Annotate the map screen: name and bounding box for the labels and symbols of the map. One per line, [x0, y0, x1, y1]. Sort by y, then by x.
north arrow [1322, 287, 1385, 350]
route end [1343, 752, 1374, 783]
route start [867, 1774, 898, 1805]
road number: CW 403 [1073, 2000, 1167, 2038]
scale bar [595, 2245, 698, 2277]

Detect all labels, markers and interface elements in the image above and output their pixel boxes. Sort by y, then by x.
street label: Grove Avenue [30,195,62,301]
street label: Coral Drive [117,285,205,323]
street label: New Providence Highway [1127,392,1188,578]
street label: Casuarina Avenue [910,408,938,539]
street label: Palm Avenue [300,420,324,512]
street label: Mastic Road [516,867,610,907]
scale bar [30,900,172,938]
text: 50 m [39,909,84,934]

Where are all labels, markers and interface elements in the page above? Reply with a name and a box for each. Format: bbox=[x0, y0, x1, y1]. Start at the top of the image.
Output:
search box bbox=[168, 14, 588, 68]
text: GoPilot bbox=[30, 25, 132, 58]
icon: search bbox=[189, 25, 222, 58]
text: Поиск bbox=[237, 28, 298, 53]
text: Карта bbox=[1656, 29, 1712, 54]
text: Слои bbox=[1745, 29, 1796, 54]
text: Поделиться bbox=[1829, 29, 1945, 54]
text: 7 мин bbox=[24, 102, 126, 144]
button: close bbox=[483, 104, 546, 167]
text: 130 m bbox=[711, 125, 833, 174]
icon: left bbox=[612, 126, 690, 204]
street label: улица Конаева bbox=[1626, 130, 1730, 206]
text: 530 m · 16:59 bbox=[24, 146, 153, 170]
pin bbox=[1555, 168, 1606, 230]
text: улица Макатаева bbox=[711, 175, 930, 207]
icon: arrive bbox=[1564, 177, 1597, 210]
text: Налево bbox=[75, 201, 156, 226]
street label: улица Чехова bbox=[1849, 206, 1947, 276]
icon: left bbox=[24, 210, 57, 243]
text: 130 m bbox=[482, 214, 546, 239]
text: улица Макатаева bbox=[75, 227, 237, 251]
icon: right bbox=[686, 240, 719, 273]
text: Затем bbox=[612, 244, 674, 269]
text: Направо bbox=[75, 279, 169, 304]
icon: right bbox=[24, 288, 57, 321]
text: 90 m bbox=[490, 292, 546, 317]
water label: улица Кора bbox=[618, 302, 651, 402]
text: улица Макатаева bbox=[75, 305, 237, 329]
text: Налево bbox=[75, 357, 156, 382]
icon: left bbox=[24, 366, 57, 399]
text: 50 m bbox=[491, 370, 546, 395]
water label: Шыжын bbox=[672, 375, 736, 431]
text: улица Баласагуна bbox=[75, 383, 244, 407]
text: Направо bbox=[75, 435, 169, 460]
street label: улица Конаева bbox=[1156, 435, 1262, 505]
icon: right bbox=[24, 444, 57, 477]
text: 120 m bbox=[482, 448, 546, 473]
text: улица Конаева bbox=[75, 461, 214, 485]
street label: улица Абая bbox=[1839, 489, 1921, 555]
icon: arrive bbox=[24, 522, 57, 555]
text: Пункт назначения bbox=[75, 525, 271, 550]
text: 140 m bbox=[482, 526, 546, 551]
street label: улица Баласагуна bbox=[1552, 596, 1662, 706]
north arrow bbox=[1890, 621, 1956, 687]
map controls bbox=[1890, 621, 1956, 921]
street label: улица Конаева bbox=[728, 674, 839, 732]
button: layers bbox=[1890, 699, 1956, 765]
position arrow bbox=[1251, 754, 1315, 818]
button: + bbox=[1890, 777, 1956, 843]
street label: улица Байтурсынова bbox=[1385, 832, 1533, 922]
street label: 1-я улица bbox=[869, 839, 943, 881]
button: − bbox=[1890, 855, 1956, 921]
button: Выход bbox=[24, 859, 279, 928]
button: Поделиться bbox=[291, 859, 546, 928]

__What you have to do__: Copy the material above, line for line.

__Exercise result__:
Annotate the map screen: name and bounding box for the labels and symbols of the map. One per line, [x0, y0, x1, y1]. Sort by y, then by x.
north arrow [1322, 287, 1385, 350]
route end [1343, 752, 1374, 783]
route start [867, 1774, 898, 1805]
road number: CW 403 [1073, 2000, 1167, 2038]
scale bar [595, 2245, 698, 2277]

Detect all labels, markers and interface elements in the image above and output their pixel boxes. Sort by y, then by x.
street label: Grove Avenue [30,195,62,301]
street label: Coral Drive [117,285,205,323]
street label: New Providence Highway [1127,392,1188,578]
street label: Casuarina Avenue [910,408,938,539]
street label: Palm Avenue [300,420,324,512]
street label: Mastic Road [516,867,610,907]
scale bar [30,900,172,938]
text: 50 m [39,909,84,934]

Where are all labels, markers and interface elements in the page above? Reply with a name and a box for each. Format: bbox=[x0, y0, x1, y1]. Start at the top of the image.
Output:
search box bbox=[168, 14, 588, 68]
text: GoPilot bbox=[30, 25, 132, 58]
icon: search bbox=[189, 25, 222, 58]
text: Поиск bbox=[237, 28, 298, 53]
text: Карта bbox=[1656, 29, 1712, 54]
text: Слои bbox=[1745, 29, 1796, 54]
text: Поделиться bbox=[1829, 29, 1945, 54]
text: 7 мин bbox=[24, 102, 126, 144]
button: close bbox=[483, 104, 546, 167]
text: 130 m bbox=[711, 125, 833, 174]
icon: left bbox=[612, 126, 690, 204]
street label: улица Конаева bbox=[1626, 130, 1730, 206]
text: 530 m · 16:59 bbox=[24, 146, 153, 170]
pin bbox=[1555, 168, 1606, 230]
text: улица Макатаева bbox=[711, 175, 930, 207]
icon: arrive bbox=[1564, 177, 1597, 210]
text: Налево bbox=[75, 201, 156, 226]
street label: улица Чехова bbox=[1849, 206, 1947, 276]
icon: left bbox=[24, 210, 57, 243]
text: 130 m bbox=[482, 214, 546, 239]
text: улица Макатаева bbox=[75, 227, 237, 251]
icon: right bbox=[686, 240, 719, 273]
text: Затем bbox=[612, 244, 674, 269]
text: Направо bbox=[75, 279, 169, 304]
icon: right bbox=[24, 288, 57, 321]
text: 90 m bbox=[490, 292, 546, 317]
water label: улица Кора bbox=[618, 302, 651, 402]
text: улица Макатаева bbox=[75, 305, 237, 329]
text: Налево bbox=[75, 357, 156, 382]
icon: left bbox=[24, 366, 57, 399]
text: 50 m bbox=[491, 370, 546, 395]
water label: Шыжын bbox=[672, 375, 736, 431]
text: улица Баласагуна bbox=[75, 383, 244, 407]
text: Направо bbox=[75, 435, 169, 460]
street label: улица Конаева bbox=[1156, 435, 1262, 505]
icon: right bbox=[24, 444, 57, 477]
text: 120 m bbox=[482, 448, 546, 473]
text: улица Конаева bbox=[75, 461, 214, 485]
street label: улица Абая bbox=[1839, 489, 1921, 555]
icon: arrive bbox=[24, 522, 57, 555]
text: Пункт назначения bbox=[75, 525, 271, 550]
text: 140 m bbox=[482, 526, 546, 551]
street label: улица Баласагуна bbox=[1552, 596, 1662, 706]
north arrow bbox=[1890, 621, 1956, 687]
map controls bbox=[1890, 621, 1956, 921]
street label: улица Конаева bbox=[728, 674, 839, 732]
button: layers bbox=[1890, 699, 1956, 765]
position arrow bbox=[1251, 754, 1315, 818]
button: + bbox=[1890, 777, 1956, 843]
street label: улица Байтурсынова bbox=[1385, 832, 1533, 922]
street label: 1-я улица bbox=[869, 839, 943, 881]
button: − bbox=[1890, 855, 1956, 921]
button: Выход bbox=[24, 859, 279, 928]
button: Поделиться bbox=[291, 859, 546, 928]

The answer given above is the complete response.